Parafia w Brzesku-Słotwinie ma w tym roku wiele powodów, by wracać do minionych wydarzeń.
Pierwszym z nich jest pojawienie się w domu Celestyny Wangermannowej obrazu Matki Bożej. Kobieta - jak opisuje to Barbara Serwin w książce „Słotwińska Pani. Historia parafii Brzesko-Słotwina” - miała sen, w którym zobaczyła obraz Matki Bożej wiszący na dębie w lesie obok toru kolejowego w Słotwinie. Jakiś czas potem na jarmarku w Brzesku zobaczyła taki sam wizerunek, jaki jej się przyśnił. Postanowiła kupić ów obraz i najpierw umieściła go w swoim domu, a następnie zawiesiła go na drzewie, zgodnie z tym, co zobaczyła we śnie. Przy obrazie zaczęli się gromadzić na modlitwie ludzie. Zrodziła się myśl, by zbudować murowaną kapliczkę, w której umieszczono by obraz Matki Bożej. Celestyna zorganizowała nawet składkę na ten cel wśród podróżujących pociągami. Kapliczką zainteresowali się także kolejarze, którzy starali się o jej utrzymanie i konserwację.
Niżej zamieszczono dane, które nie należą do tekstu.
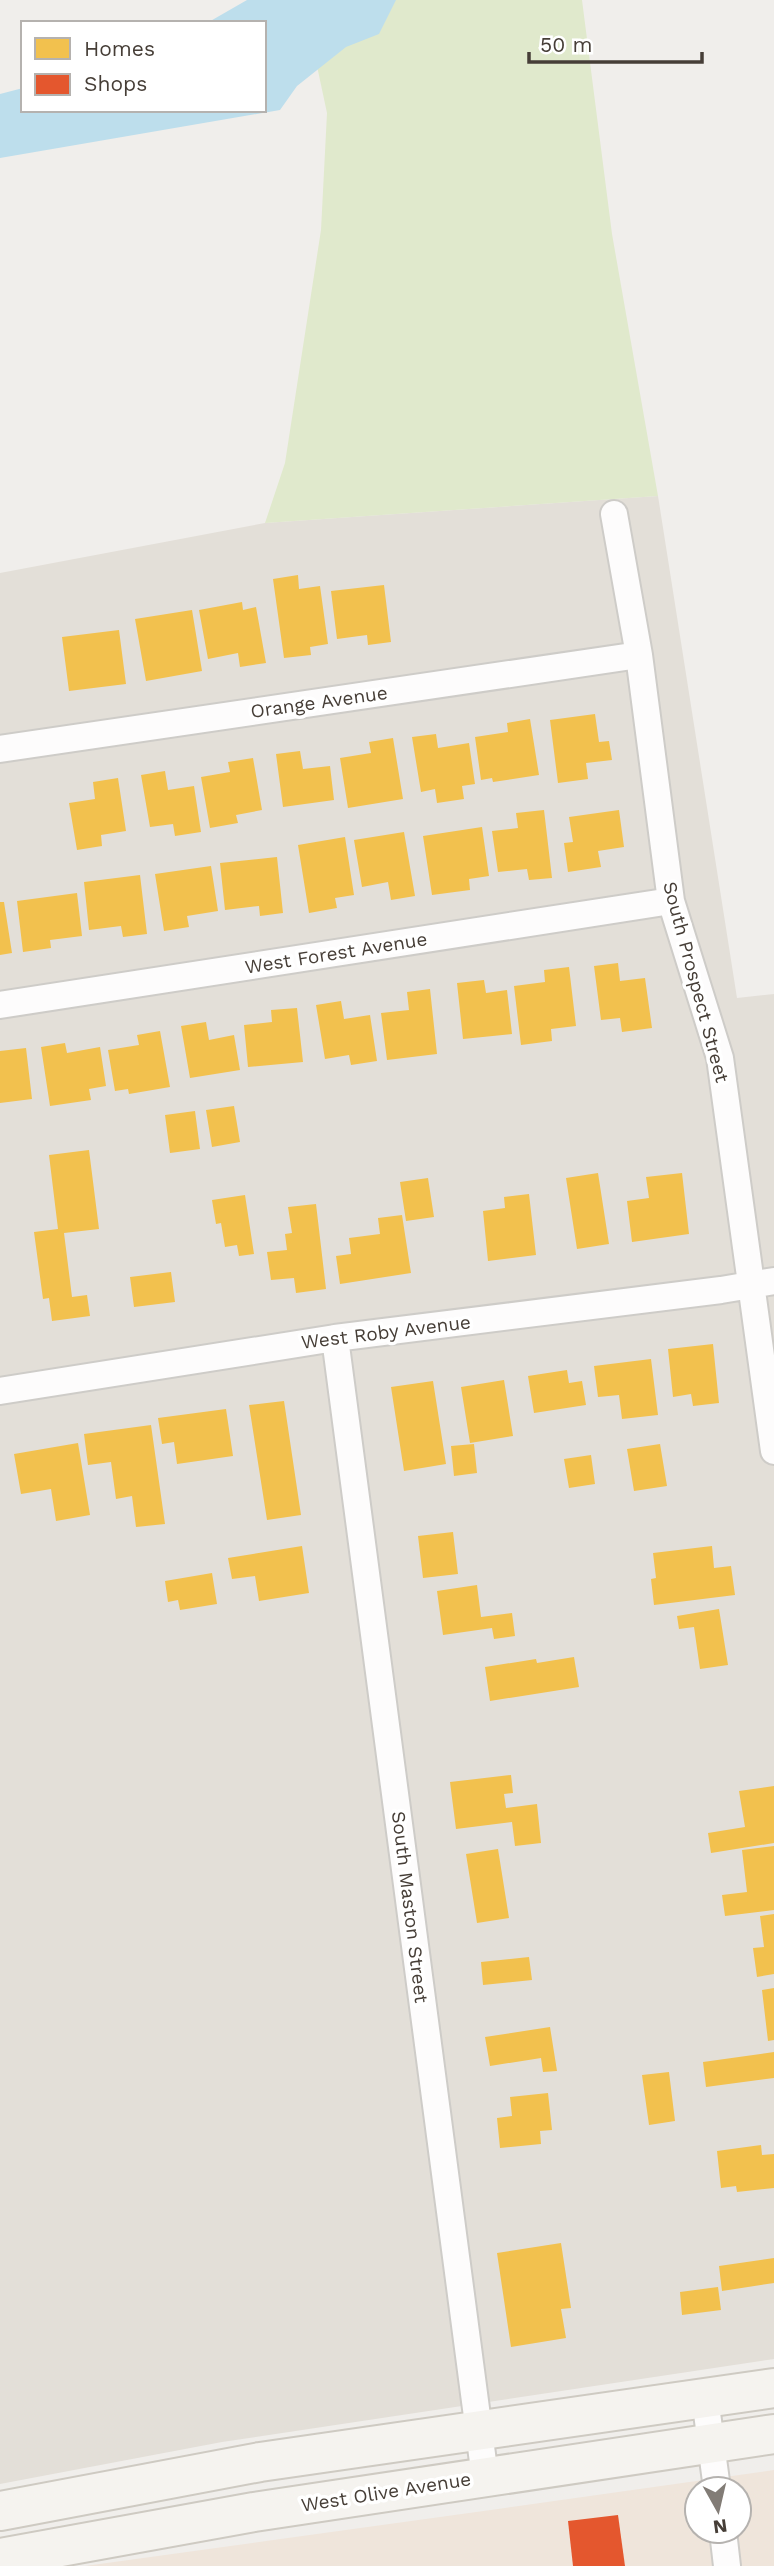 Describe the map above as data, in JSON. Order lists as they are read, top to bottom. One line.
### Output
{"streets":{"main road":["West Olive Avenue"],"street":["Orange Avenue","West Forest Avenue","South Prospect Street","West Roby Avenue","South Maston Street"]},"crossings":[["Orange Avenue","South Prospect Street"],["West Forest Avenue","South Prospect Street"],["South Prospect Street","West Roby Avenue"],["West Roby Avenue","South Maston Street"],["South Maston Street","West Olive Avenue"]],"legend":["Homes","Shops"],"scale_bar":"50 m","north":"bottom"} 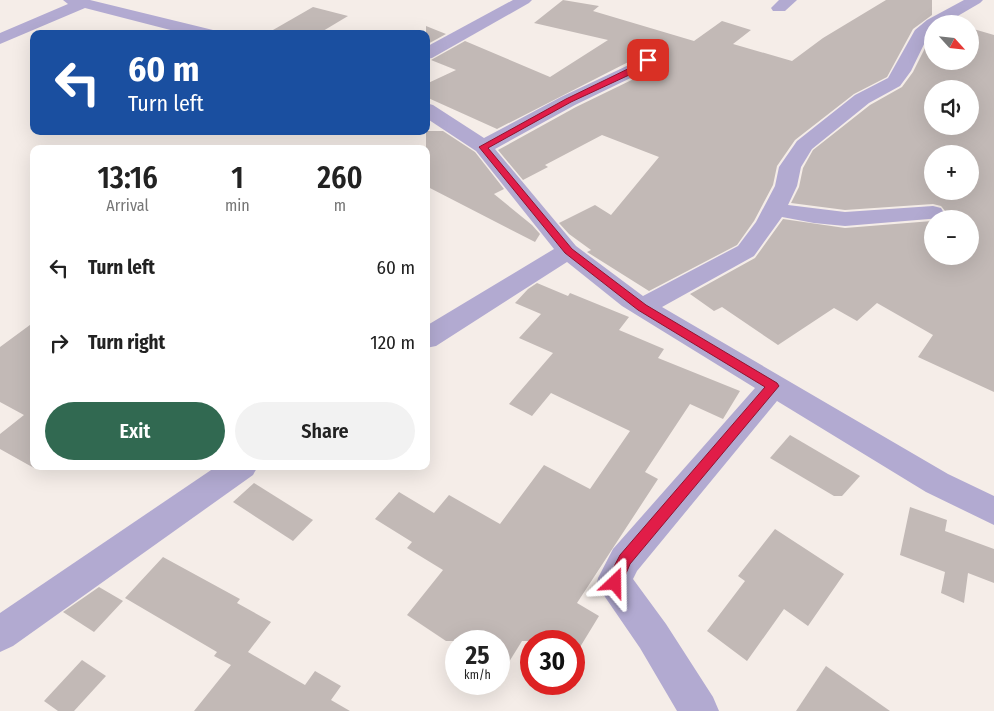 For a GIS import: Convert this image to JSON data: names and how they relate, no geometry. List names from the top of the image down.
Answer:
{
  "north": "bottom right",
  "page": {
    "map_buttons": ["+", "−"],
    "turn": ["60 m", "Turn left"],
    "eta": [
      "13:16",
      "Arrival",
      "1",
      "min",
      "260",
      "m"
    ],
    "list": [
      {
        "name": "Turn left",
        "value": "60 m"
      },
      {
        "name": "Turn right",
        "value": "120 m"
      }
    ],
    "buttons": ["Exit", "Share"],
    "speed": "25 km/h",
    "limit": "30"
  }
} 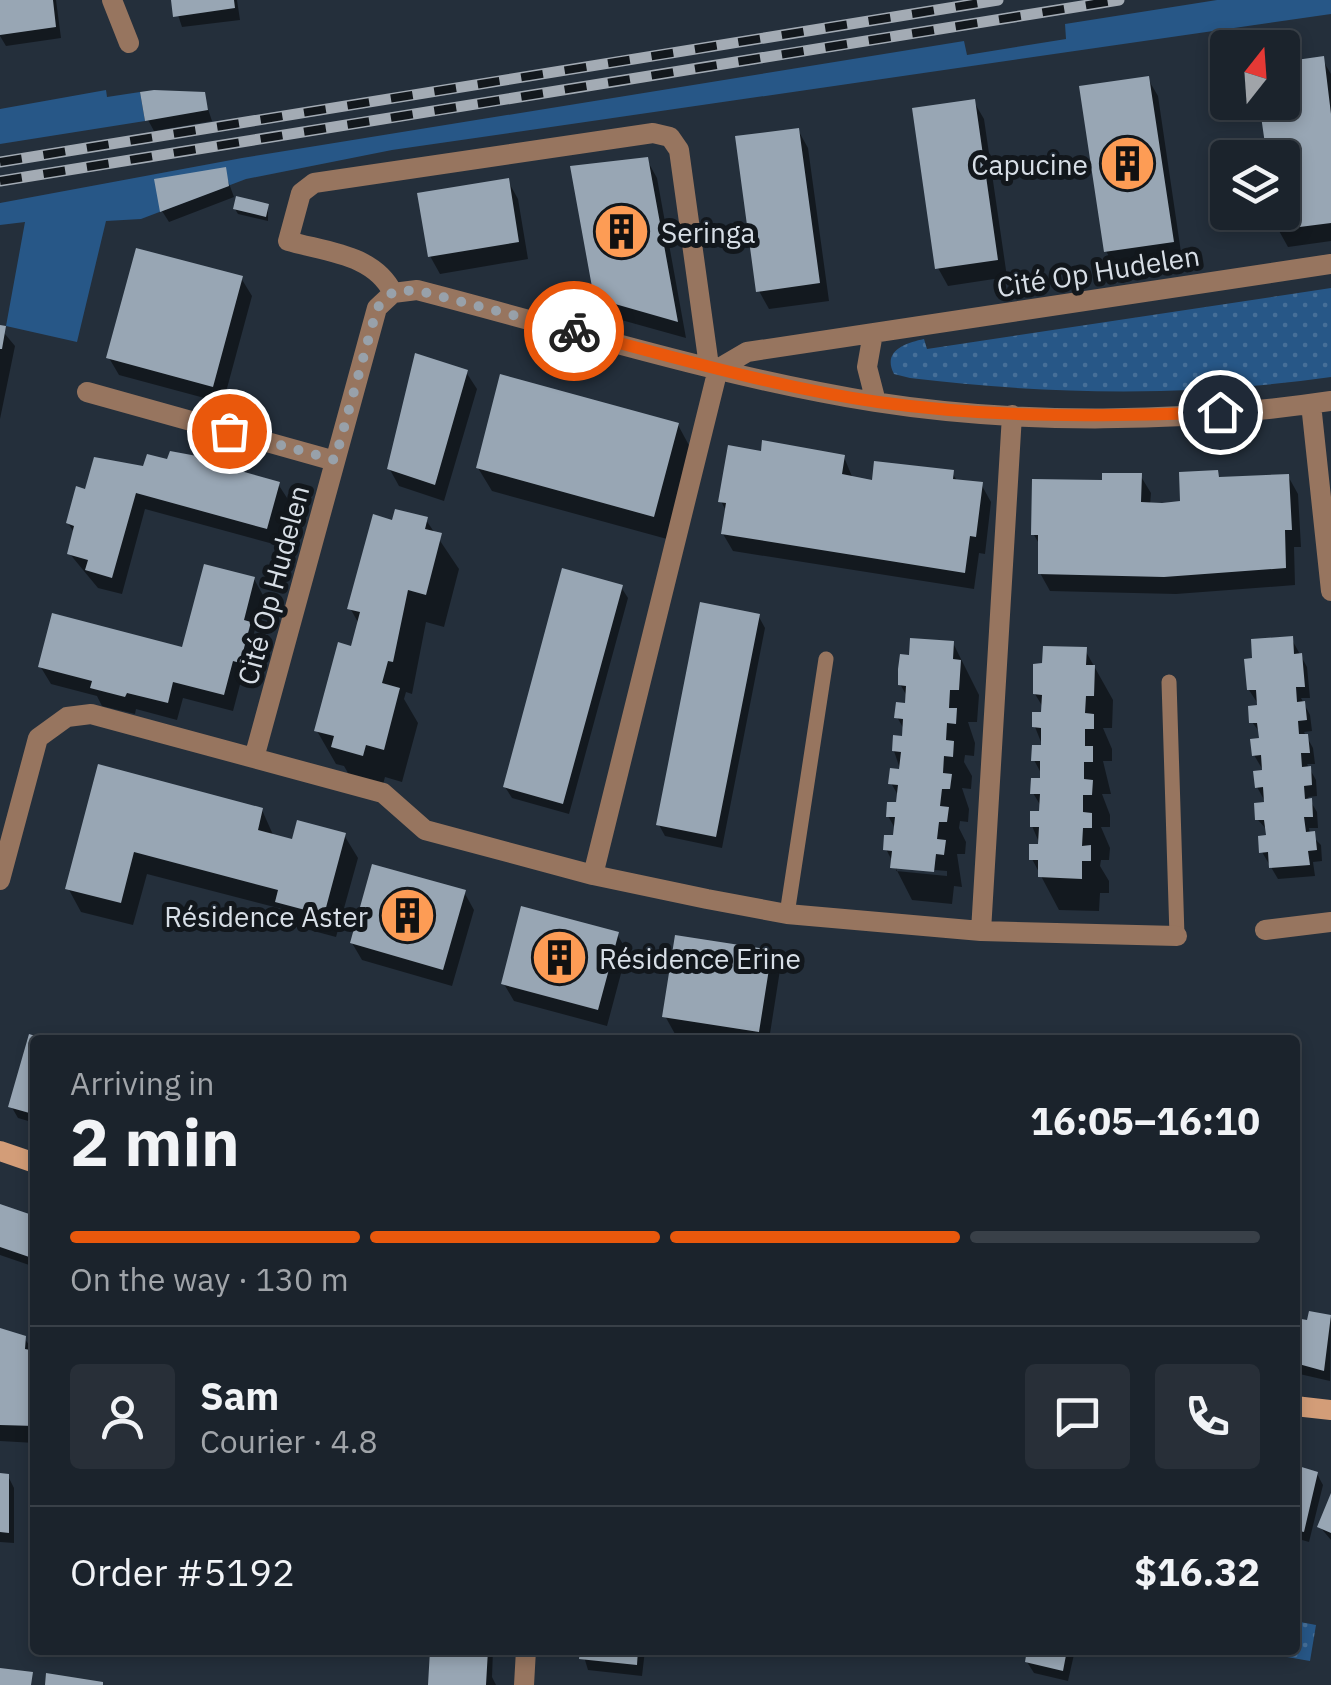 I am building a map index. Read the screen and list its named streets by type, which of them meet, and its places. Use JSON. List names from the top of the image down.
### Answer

- Od pojawienia się obrazu Matki Bożej minęło już 160 lat - mówi obecny proboszcz słotwińskiej parafii ks. Piotr Franczak. Było to w 1864 roku. Dziesięć lat później została poświęcona kapliczka, w której czczony był ów wizerunek.
W czasie okupacji Niemcy chcieli rozebrać budynek, ale mieszkańcom udało się ich powstrzymać i zarazem wyjednać przeniesienie kapliczki w miejsce bardziej oddalone od torów. W latach 1943-1944 zbudowano nowy kościół, który został poświęcony w 1944 roku. – 80. rocznica tego wydarzenia to kolejny motyw naszej wdzięczności Panu Bogu – dodaje ks. Franczak.
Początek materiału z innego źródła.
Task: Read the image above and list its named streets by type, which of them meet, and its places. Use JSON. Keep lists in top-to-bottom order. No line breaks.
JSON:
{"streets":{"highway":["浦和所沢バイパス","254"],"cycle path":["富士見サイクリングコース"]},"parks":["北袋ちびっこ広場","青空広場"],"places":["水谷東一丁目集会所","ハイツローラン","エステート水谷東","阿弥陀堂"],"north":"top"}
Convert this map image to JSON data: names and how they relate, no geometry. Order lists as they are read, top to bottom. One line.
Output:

W ciągu lat obraz Matki Bożej zmieniał swoje położenie w przebudowywanej dwukrotnie świątyni. Wizerunek był ozdobiony srebrną sukienką i wotami. W 1995 roku podczas włamania do kościoła złodzieje skradli sukienkę, a nawet ramę obrazu, sam zaś wizerunek został sprofanowany.
Poddany konserwacji, powrócił w 150. rocznicę pojawienia się w Brzesku-Słotwinie do ołtarza głównego. Otrzymał również nowe srebrne sukienki. Choć, jak mówi ks. proboszcz, wotów nie przybywa, ludzie mówią o Matce Bożej, tytułując ją Słotwińską, a jej obraz uważają za cudowny.
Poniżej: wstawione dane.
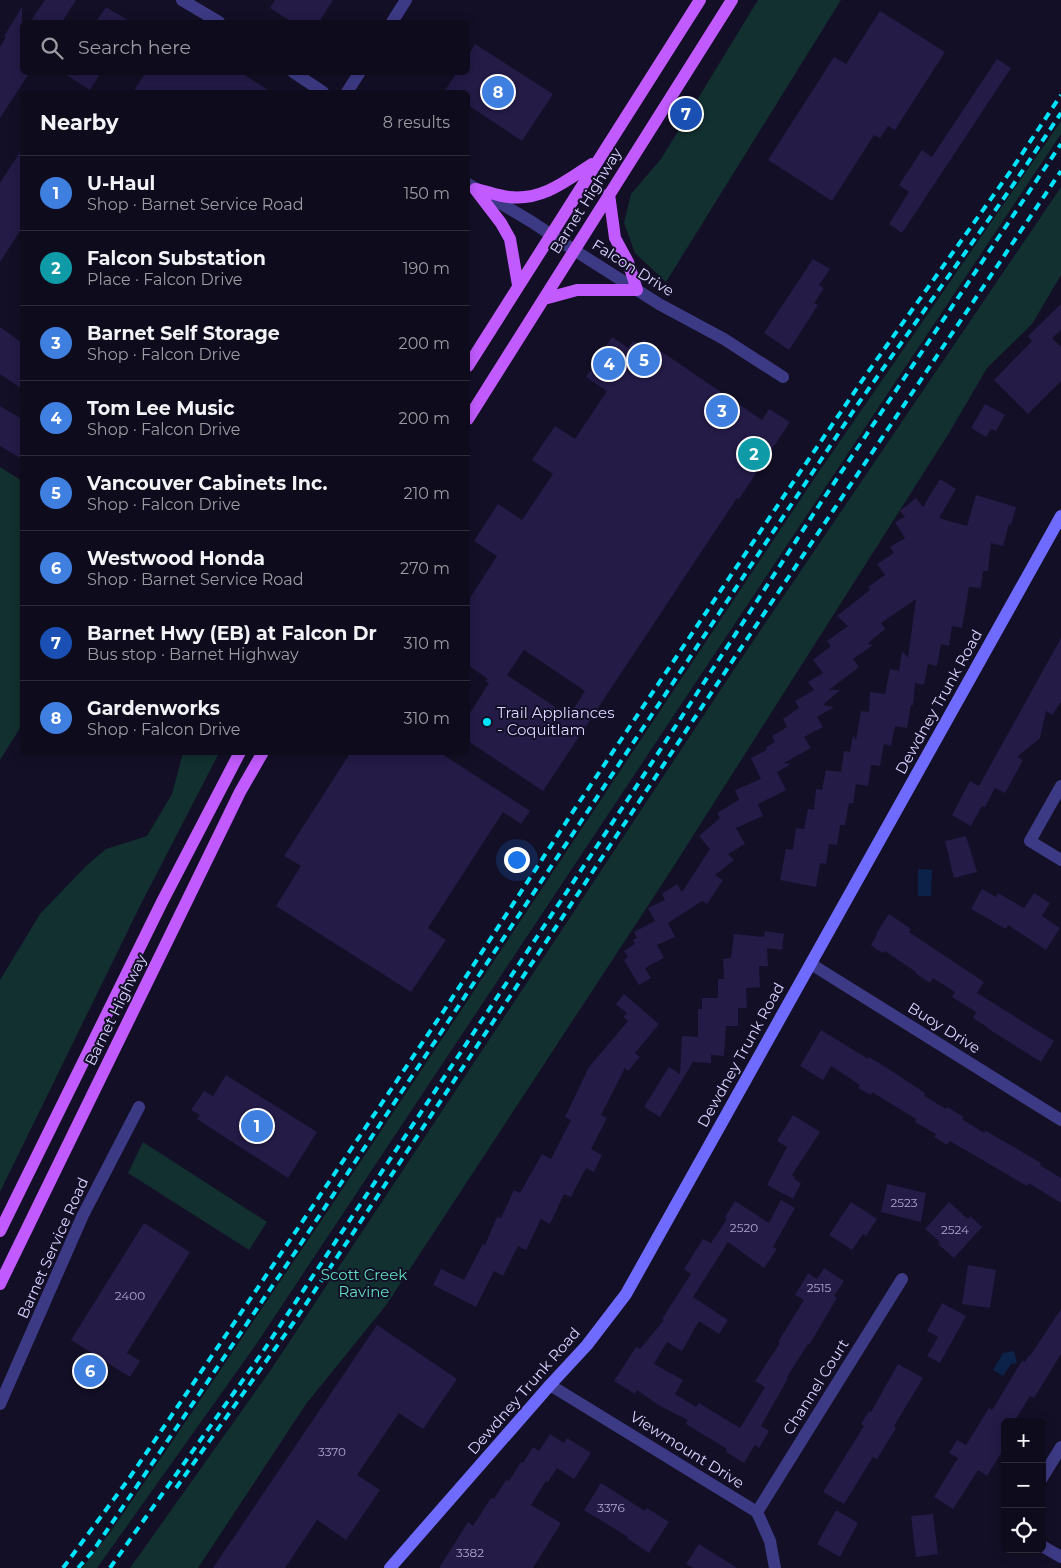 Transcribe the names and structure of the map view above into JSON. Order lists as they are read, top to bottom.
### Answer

- Ja związałam się z parafią dopiero w 1993 roku, ale od razu pokochałam ten kościół, i sam obraz Matki Bożej, który uważam za cudowny i łaskami słynący. Jestem tu niemal każdego dnia i zawsze wychodzę od Matki Bożej pocieszona, umocniona i podniesiona na duchu - mówi Maria Górka.
Historie związane z obecnością maryjnego wizerunku łączą się też z 65. rocznicą powstania w Brzesku-Słotwinie samodzielnej parafii. - Chcemy za ten czas podziękować Panu Bogu i Matce Bożej w czasie misji świętych, które odbędą się od 13 do 18 października - mówi ks. proboszcz, ale już dużo wcześniej Matce Bożej w podzięce za obecność w słotwińskim kościele zagra Witold Zalewski, wawelski organista, podczas koncertu, który odbędzie się 7 września.
O wszystkich przypadających w tym roku rocznicach wspominano podczas odpustu, który świętowano 1 września. Sumie przewodniczył ks. Józef Pachut z Ziempniowa. W czasie Eucharystii podkreślono również przypadającą w tym roku 45. rocznicę kapłaństwa byłego proboszcza ks. Kazimierza Grycha oraz pochodzącego z parafii ks. Stanisława Kądziołki.